Before creating users you have to create the tenant, or organization in Exchange. You can use the New-Organization cmdlet for this:
New-Organization -DomainName “Datacenter-Masters.nl” -Name “Datacenter Masters” -Location Netherlands -OfferId 2 -ProgramId HostingSample -AdministratorPassword $(ConvertTo-SecureString “Pa$$w0rd” -AsPlainText -Force)
This will create an Organization Unit in Active Directory and will create the necessary Security Groups and an Administrator account in the new Organization.

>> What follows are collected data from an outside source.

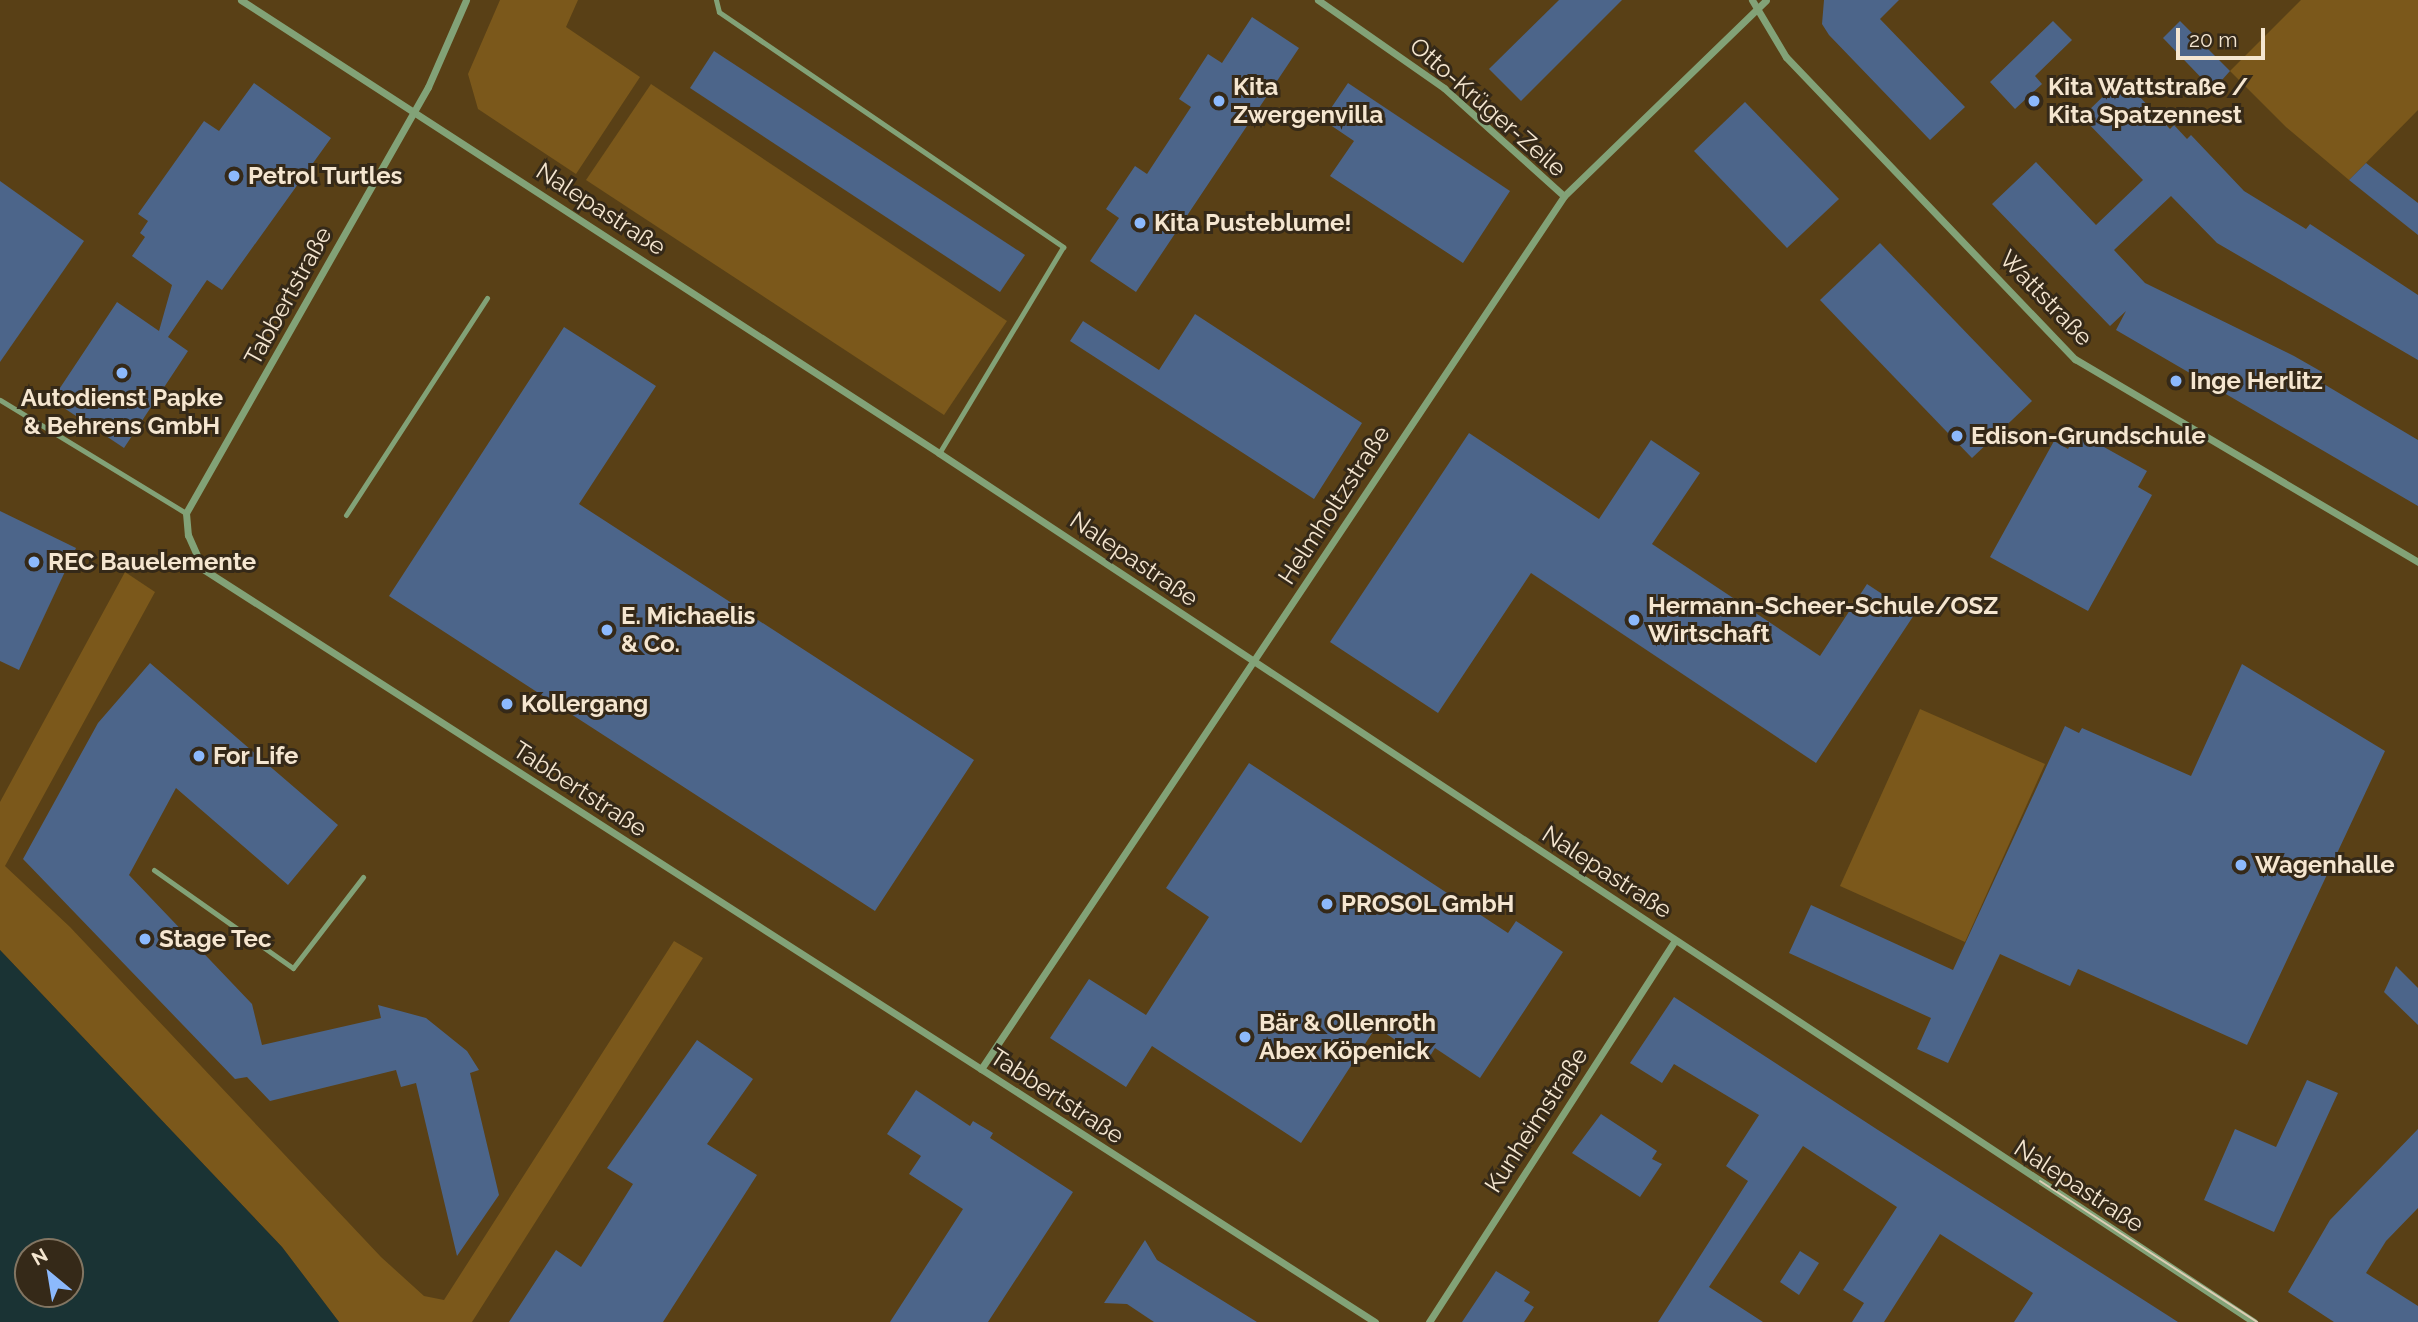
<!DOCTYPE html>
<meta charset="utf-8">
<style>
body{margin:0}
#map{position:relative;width:2418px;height:1322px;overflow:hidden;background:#594016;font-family:Raleway,sans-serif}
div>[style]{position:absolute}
.green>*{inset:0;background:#7b581b}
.water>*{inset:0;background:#1a3334}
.building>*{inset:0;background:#4c658a}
.lane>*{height:5px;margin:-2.5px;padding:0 2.5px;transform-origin:2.5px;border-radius:2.5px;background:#82a277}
.street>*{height:7px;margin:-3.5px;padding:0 3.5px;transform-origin:3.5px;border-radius:3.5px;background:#82a277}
.tram>*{height:2px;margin:-1px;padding:0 1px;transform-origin:1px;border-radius:1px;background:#ddcdb4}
.dots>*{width:19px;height:19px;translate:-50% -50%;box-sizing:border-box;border:4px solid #352918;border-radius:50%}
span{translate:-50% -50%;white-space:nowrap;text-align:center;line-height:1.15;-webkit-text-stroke:6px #352918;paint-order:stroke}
.poi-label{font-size:24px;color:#f5e6d0;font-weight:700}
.left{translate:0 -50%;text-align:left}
.street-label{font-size:24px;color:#f5e6d0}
.north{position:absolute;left:14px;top:1238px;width:70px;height:70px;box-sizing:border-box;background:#352918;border:2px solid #827562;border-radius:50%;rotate:330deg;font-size:19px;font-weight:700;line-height:28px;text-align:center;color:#f5e6d0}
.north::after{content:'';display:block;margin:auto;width:24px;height:32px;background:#8cb9fc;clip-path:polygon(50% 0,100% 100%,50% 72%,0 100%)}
.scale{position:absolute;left:2176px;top:28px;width:89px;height:32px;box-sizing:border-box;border:4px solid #f5e6d0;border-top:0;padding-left:9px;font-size:21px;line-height:24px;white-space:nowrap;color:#f5e6d0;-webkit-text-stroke:5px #352918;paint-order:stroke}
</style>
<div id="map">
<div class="green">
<i style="clip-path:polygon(500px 0,578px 0,566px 27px,640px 77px,576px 174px,478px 109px,468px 74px)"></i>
<i style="clip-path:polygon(2301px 0,2418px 0,2418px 110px,2349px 180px,2286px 127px,2230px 71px)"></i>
<i style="clip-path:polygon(651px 84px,1007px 321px,944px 415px,586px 180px)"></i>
<i style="clip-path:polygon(125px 572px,155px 592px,5px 866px,70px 927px,381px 1257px,424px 1296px,444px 1300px,674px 941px,703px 958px,472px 1322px,339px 1322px,282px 1247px,0 950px,0 802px)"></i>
<i style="clip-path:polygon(1920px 709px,2045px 764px,1965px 942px,1840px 886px)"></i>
</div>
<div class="water">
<i style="clip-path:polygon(evenodd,0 950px,282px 1247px,339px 1322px,0 1322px,0 950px,28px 1252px,70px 1252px,70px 1294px,28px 1294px,28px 1252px)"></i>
</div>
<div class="building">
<i style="clip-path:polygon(1559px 0,1622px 0,1521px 101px,1489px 69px)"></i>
<i style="clip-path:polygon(1824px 0,1899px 0,1880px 19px,1965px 107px,1930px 140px,1829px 35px,1822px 24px)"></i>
<i style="clip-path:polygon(1252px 17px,1299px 48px,1136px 292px,1090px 261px,1119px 218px,1106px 209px,1135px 166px,1147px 174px,1191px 107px,1179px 99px,1208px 54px,1222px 63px)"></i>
<i style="clip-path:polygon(2053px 21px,2072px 40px,2035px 76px,2042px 84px,2015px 109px,1990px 82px)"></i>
<i style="clip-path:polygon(2180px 21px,2230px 71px,2213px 90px,2163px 38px)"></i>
<i style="clip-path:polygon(714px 51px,1025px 255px,1000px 292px,690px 88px)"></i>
<i style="clip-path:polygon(2122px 78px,2170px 129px,2174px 125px,2187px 139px,2191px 135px,2244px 191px,2306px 229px,2310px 224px,2418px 295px,2418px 360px,2217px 243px,2171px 196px,2114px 250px,2145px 283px,2294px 356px,2322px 372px,2317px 380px,2418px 440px,2418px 506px,2116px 330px,2126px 311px,2110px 326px,1992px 204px,2036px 162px,2096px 225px,2143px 180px,2082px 117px)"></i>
<i style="clip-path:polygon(254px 83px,331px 138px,222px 290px,207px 280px,168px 337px,188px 351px,124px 448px,52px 400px,117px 302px,159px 331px,172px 285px,132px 256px,145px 237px,140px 233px,148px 221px,138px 214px,204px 121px,219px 131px)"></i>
<i style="clip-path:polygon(1348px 83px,1510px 191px,1463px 263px,1330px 176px,1354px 141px,1323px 120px)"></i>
<i style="clip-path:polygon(1745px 102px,1839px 199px,1787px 248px,1694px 151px)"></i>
<i style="clip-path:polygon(2366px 163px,2418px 203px,2418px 235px,2349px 180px)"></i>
<i style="clip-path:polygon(0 181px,84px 241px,0 362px)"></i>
<i style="clip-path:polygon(1880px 243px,2032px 401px,1972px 458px,1820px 300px)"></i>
<i style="clip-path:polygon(1195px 314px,1362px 423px,1314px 499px,1070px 341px,1083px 321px,1159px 370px)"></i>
<i style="clip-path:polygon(564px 327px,656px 386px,579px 504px,974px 760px,875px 911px,389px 596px)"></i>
<i style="clip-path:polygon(2077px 432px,2147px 471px,2138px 487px,2152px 495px,2088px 611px,1990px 557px,2054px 441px,2068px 449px)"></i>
<i style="clip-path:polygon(1469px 433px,1599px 519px,1651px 440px,1700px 473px,1652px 544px,1820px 656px,1867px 584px,1914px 615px,1816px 763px,1531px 573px,1438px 713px,1330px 642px)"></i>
<i style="clip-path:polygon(0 511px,76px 548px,19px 670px,0 661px)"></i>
<i style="clip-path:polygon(150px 663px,338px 825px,288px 885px,176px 788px,129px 875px,252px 1004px,262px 1045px,381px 1018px,378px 1005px,426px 1018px,467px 1051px,479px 1070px,470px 1073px,499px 1195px,457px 1256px,416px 1083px,401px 1087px,396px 1070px,270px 1101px,247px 1077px,235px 1079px,23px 859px,98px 723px)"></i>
<i style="clip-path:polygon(2242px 664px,2385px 751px,2247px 1045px,2078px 969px,2070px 986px,2000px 954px,1948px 1063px,1917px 1049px,1931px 1018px,1789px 953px,1811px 905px,1953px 970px,2065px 726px,2079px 733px,2082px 728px,2191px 776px)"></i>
<i style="clip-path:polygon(1249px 763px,1508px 933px,1516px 921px,1563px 952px,1480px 1078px,1435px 1048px,1427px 1061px,1376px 1027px,1301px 1143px,1152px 1046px,1126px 1087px,1050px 1038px,1089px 979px,1146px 1015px,1209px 917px,1166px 888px)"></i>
<i style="clip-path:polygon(2396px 966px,2418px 988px,2418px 1025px,2384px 992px)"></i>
<i style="clip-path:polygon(1674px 997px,1878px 1130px,2178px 1322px,2014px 1322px,2033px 1293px,1940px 1234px,1884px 1322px,1852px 1322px,1864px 1303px,1843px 1290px,1897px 1207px,1803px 1146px,1709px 1287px,1763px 1322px,1658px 1322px,1748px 1181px,1726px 1166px,1759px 1115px,1674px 1064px,1662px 1083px,1630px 1063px)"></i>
<i style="clip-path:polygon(697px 1040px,753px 1079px,707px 1144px,757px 1175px,663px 1322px,509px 1322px,556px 1250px,581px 1267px,633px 1184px,607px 1168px)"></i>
<i style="clip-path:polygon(2307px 1080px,2338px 1093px,2274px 1232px,2204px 1200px,2235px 1129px,2276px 1147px)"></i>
<i style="clip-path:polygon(916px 1090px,970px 1126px,973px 1121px,993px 1133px,990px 1138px,1073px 1192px,988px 1322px,890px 1322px,963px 1209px,909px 1174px,921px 1156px,887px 1134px)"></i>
<i style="clip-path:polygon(1601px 1114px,1657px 1151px,1652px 1159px,1662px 1164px,1640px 1197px,1572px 1153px)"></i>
<i style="clip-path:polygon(2418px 1129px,2418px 1208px,2386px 1241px,2366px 1273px,2418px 1306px,2418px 1322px,2334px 1322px,2288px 1292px,2330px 1220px)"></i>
<i style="clip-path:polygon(1145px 1240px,1157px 1260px,1257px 1322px,1154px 1322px,1127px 1304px,1104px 1303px)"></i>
<i style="clip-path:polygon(1800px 1251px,1819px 1263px,1799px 1295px,1780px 1282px)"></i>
<i style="clip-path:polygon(1496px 1271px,1530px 1292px,1524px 1301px,1534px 1307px,1524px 1322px,1462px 1322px)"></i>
</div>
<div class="lane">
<i style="left:716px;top:0;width:12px;rotate:76deg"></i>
<i style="left:719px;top:12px;width:417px;rotate:34.3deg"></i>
<i style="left:1063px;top:247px;width:240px;rotate:121deg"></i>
<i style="left:0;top:400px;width:218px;rotate:31.3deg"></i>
<i style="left:346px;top:515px;width:259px;rotate:-57deg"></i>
<i style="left:154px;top:870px;width:170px;rotate:35.2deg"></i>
<i style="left:293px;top:968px;width:115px;rotate:-52.4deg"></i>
</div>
<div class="street">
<i style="left:241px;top:0;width:832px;rotate:32.98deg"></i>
<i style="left:939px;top:453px;width:1576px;rotate:33.46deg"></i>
<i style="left:466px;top:0;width:95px;rotate:113.6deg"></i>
<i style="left:428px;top:87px;width:490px;rotate:119.6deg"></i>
<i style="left:186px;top:513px;width:22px;rotate:85deg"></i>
<i style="left:188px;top:535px;width:37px;rotate:66deg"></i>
<i style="left:203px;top:569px;width:1393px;rotate:32.72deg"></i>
<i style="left:1318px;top:0;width:154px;rotate:34.9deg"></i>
<i style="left:1444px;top:88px;width:161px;rotate:42deg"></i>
<i style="left:1752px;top:0;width:66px;rotate:59.2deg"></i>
<i style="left:1786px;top:57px;width:418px;rotate:46.3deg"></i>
<i style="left:2075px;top:359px;width:399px;rotate:30.6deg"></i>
<i style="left:981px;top:1069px;width:1050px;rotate:-56.26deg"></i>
<i style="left:1564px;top:196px;width:281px;rotate:-44.1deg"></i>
<i style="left:1429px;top:1322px;width:454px;rotate:-57.2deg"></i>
</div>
<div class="tram">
<i style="left:2040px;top:1181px;width:259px;rotate:33deg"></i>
</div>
<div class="dots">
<i style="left:1219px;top:101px;background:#8cb9fc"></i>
<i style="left:2034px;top:101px;background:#8cb9fc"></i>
<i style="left:234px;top:176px;background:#8cb9fc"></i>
<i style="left:1140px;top:223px;background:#8cb9fc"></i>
<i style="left:122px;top:373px;background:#8cb9fc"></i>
<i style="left:2176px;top:381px;background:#8cb9fc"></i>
<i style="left:1957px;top:436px;background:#8cb9fc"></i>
<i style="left:34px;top:562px;background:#8cb9fc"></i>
<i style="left:1634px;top:620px;background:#8cb9fc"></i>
<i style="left:607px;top:630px;background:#8cb9fc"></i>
<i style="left:507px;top:704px;background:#8cb9fc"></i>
<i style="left:199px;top:756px;background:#8cb9fc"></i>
<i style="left:2241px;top:865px;background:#8cb9fc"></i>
<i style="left:1327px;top:904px;background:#8cb9fc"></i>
<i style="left:145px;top:939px;background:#8cb9fc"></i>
<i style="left:1245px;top:1037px;background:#8cb9fc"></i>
</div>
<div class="poi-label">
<span class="left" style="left:1233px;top:101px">Kita<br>Zwergenvilla</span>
<span class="left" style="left:2048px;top:101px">Kita Wattstraße /<br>Kita Spatzennest</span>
<span class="left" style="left:248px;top:176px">Petrol Turtles</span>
<span class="left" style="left:1154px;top:223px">Kita Pusteblume!</span>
<span class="left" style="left:2190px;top:381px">Inge Herlitz</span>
<span style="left:122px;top:412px">Autodienst Papke<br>&amp; Behrens GmbH</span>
<span class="left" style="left:1971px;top:436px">Edison-Grundschule</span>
<span class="left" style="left:48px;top:562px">REC Bauelemente</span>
<span class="left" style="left:1648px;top:620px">Hermann-Scheer-Schule/OSZ<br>Wirtschaft</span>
<span class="left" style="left:621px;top:630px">E. Michaelis<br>&amp; Co.</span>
<span class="left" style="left:521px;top:704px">Kollergang</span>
<span class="left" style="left:213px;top:756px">For Life</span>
<span class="left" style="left:2255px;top:865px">Wagenhalle</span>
<span class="left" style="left:1341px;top:904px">PROSOL GmbH</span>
<span class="left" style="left:159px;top:939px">Stage Tec</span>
<span class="left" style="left:1259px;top:1037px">Bär &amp; Ollenroth<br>Abex Köpenick</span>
</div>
<div class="street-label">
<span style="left:1488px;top:107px;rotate:41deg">Otto-Krüger-Zeile</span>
<span style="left:601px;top:209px;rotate:33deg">Nalepastraße</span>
<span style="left:288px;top:296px;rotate:-61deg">Tabbertstraße</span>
<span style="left:2046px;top:298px;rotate:46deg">Wattstraße</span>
<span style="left:1334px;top:505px;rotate:-57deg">Helmholtzstraße</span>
<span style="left:1134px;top:559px;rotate:34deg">Nalepastraße</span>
<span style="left:580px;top:789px;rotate:33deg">Tabbertstraße</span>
<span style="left:1607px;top:872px;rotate:33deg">Nalepastraße</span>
<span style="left:1057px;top:1096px;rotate:33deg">Tabbertstraße</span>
<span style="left:1536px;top:1120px;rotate:-57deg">Kunheimstraße</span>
<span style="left:2079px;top:1186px;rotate:33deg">Nalepastraße</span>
</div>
<div class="north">N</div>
<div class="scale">20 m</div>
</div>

I didn’t do anything yet with the Service Plans and Mailbox Plans since there are hosting company specific. It determines the services the company can offer. In this example I used the default plans that are installed on the Exchange Servers.
You can create a new user in this Organization using the Exchange Management Shell:
New-Mailbox -Name “Jaap” -DisplayName “Jaap Wesselius [Masters]” -Password $(ConvertTo-SecureString “P@ssw0rd” -AsPlainText -Force) -UserPrincipalName “firstname.lastname@example.org” -Organization “Datacenter Masters”
But more interesting, when you logon with the administrator account to the Exchange Control Panel there’s also the option to create new user accounts and mailboxes in the new organization:
This is a real cool feature that everybody wants to have in an enterprise environment as well, but unfortunately this is not available. Maybe in a future version of Exchange, but not in this version. But when you have participated in early beta’s of Exchange Server 2010 this might be familiar. It was available in early beta builds, but somewhere along the line it was removed from the product.
Using the ECP each tenant administrator can manage his own mailboxes. This makes sense of course since they do not have access to the Exchange Management Shell, so they have to have some way of creating and managing mailboxes.
The best solution however is to implement a 3rd party dashboard. Well known vendors (in the ISP area) are for example EMS Cortex, Ensim, Machsol, Parallels etc. Using a dashboard of one of these vendors gives you the possibility to manage the complete environment, but gives the tenant admins also the possibility to manage their own tenants. And, you can create a reseller model, which is pretty hard to configure in a native Exchange 2010 hosting environment.
Using the /hosting switch in the unattended setup, Exchange now has the possibility to install a Hoster Edition of Exchange Server 2010 SP1. If you are a hoster, and are currently offering HMC 4.5 this might be an interesting solution. If you are new to Exchange hosting, reselling BPOS (soon to be Office 365) might be a better alternative.
Is the Hoster Edition a valid replacement for Address List Segregation in Exchange Server 2010? Absolutely not! It adds a lot of complexity, there are hardly no management tools, quite a lot of features are not available or not supported, and it’s only available under the SPLA licensing.